Saved entries:
..............................

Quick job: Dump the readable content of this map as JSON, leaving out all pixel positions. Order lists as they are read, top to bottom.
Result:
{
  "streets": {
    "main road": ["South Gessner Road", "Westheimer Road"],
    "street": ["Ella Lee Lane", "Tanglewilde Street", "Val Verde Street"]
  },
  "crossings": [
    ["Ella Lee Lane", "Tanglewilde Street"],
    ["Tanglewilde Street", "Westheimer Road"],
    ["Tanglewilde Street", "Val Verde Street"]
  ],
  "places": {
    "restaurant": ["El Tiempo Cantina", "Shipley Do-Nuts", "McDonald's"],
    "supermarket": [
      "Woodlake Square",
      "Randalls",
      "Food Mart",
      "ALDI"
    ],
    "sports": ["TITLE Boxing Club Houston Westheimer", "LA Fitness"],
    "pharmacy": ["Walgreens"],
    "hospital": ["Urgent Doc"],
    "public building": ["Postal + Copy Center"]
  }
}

..............................

The problem
Write out every record verbatim.

Answer to the exercise
Quick job: Dump the readable content of this map as JSON, leaving out all pixel positions. Order lists as they are read, top to bottom.
Result:
{
  "streets": {
    "main road": ["South Gessner Road", "Westheimer Road"],
    "street": ["Ella Lee Lane", "Tanglewilde Street", "Val Verde Street"]
  },
  "crossings": [
    ["Ella Lee Lane", "Tanglewilde Street"],
    ["Tanglewilde Street", "Westheimer Road"],
    ["Tanglewilde Street", "Val Verde Street"]
  ],
  "places": {
    "restaurant": ["El Tiempo Cantina", "Shipley Do-Nuts", "McDonald's"],
    "supermarket": [
      "Woodlake Square",
      "Randalls",
      "Food Mart",
      "ALDI"
    ],
    "sports": ["TITLE Boxing Club Houston Westheimer", "LA Fitness"],
    "pharmacy": ["Walgreens"],
    "hospital": ["Urgent Doc"],
    "public building": ["Postal + Copy Center"]
  }
}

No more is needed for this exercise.